The disappearance of Guma Aguiar has set off a scramble for control of his finances. The fight pits his mother against his wife.
The disappearance of Guma Aguiar has set off a scramble for control of his finances. The fight pits his mother against his wife.
Tara Todras-Whitehill / AP

Timeline

April 23, 2012: Guma Aguiar’s wife, Jamie, files a court petition to void her prenuptial agreement.

May: Guma Aguiar transfers guardianship of his property in the event he is incapacitated from his wife to his mother, Ellen Aguiar.

June 19: A federal judge presiding over a lawsuit between Aguiar and his uncle issues an order to determine if Aguiar is mentally stable. Aguiar leaves his home at 7:36 p.m. and takes his fishing boat out to sea.

June 20: His boat washes ashore on Fort Lauderdale beach at 1:15 a.m. Aguiar’s wallet and cellphone are on board. But he is missing. The Coast Guard launches a three-day search.

June 21: Aguiar’s mother files an emergency petition seeking control of his $100 million estate. She later amends it, asking instead to appoint Northern Trust as the guardian.

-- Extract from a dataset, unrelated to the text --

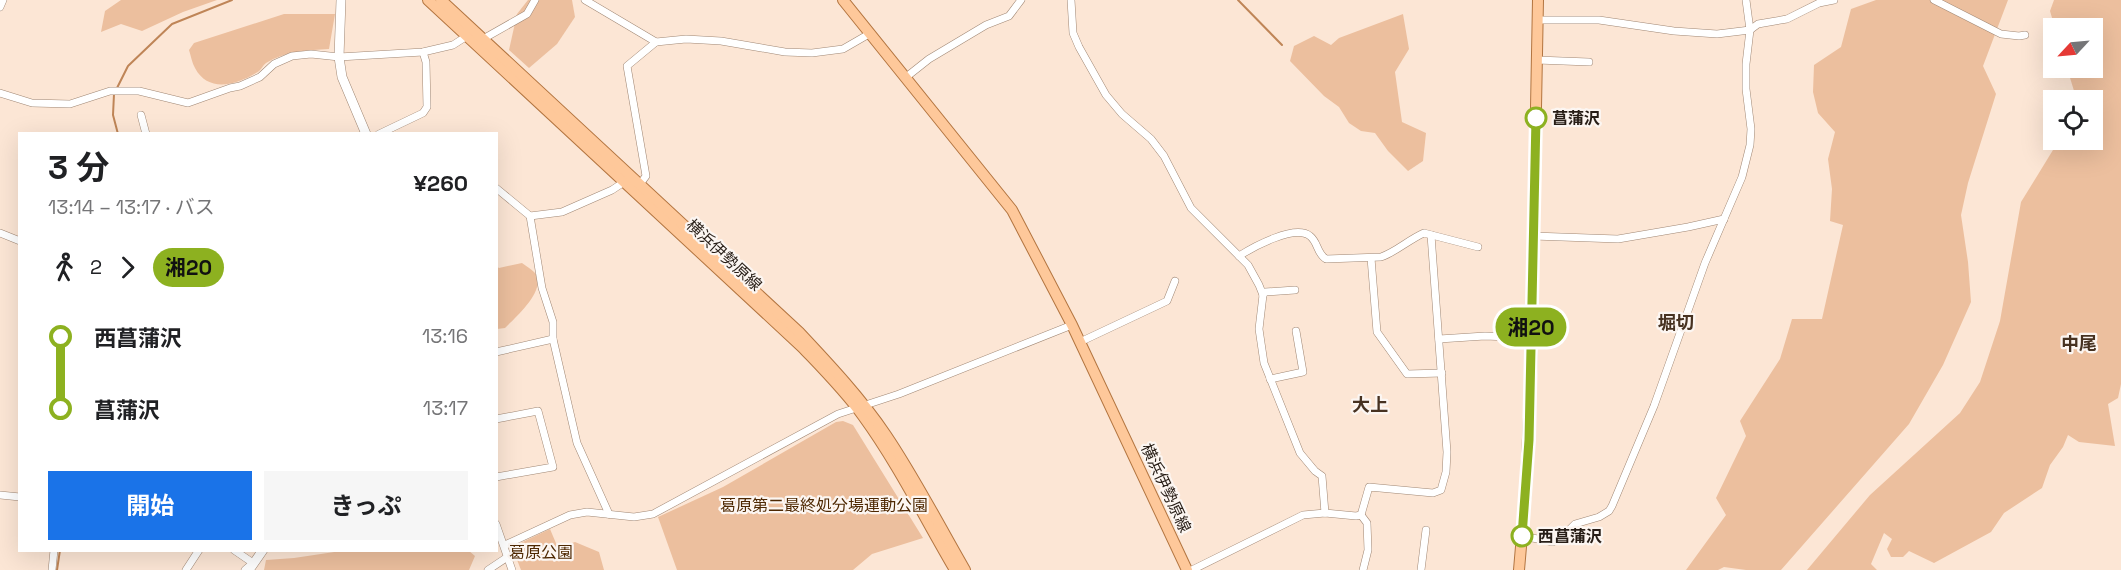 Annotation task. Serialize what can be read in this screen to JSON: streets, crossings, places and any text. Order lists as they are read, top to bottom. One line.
{"streets":{"main road":["横浜伊勢原線"]},"districts":["堀切","中尾","大上"],"parks":["葛原第二最終処分場運動公園","葛原公園"],"places":["菖蒲沢","西菖蒲沢"],"lines":["bus line 湘20"],"north":"bottom left","page":{"on_map":"湘20","heading":["3 分","13:14 – 13:17 · バス","¥260"],"legs":["2","湘20"],"list":[{"name":"西菖蒲沢","value":"13:16"},{"name":"菖蒲沢","value":"13:17"}],"buttons":["開始","きっぷ"]}}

June 22: Aguiar’s wife files a counter-petition seeking control of her husband’s estate.


jbrown@MiamiHerald.com

In 2003, Guma Aguiar was a 26-year-old college dropout teaching tennis to wealthy Wall Street investors who wintered in South Florida.

Smart and charismatic, Aguiar inherited the model good looks and charm of his father, Otto de Souza Aguiar, a Brazilian artist whose colorful paintings graced the walls of Miami Beach’s City Hall.

The younger Aguiar, born in Brazil but raised mostly in South Florida, was a renaissance man like his father, but he had little interest in the art world.

Instead, he schooled himself on how to influence people and make money.

After a stint on Wall Street trading commodities, Aguiar joined his uncle, Thomas Kaplan, in Houston, where the two embarked on an ambitious venture. A geologist had steered them to some land in east Texas that contained large quantities of natural gas. They formed a company, Leor Energy, and began drilling, unearthing 2.4 trillion cubic feet of gas, according to Forbes magazine. In 2007, they sold their company for $2.55 billion.

At the age of 31, Aguiar was a rich man, anointed Executive of the Year by Oil and Gas Investor Magazine. He was living a lavish life in a $5 million, six-bedroom waterfront mansion in Fort Lauderdale’s lush Rio Vista neighborhood. He and his high school sweetheart, Jamie Black, had four young children, 10 servants, two nannies and a $2.1 million yacht.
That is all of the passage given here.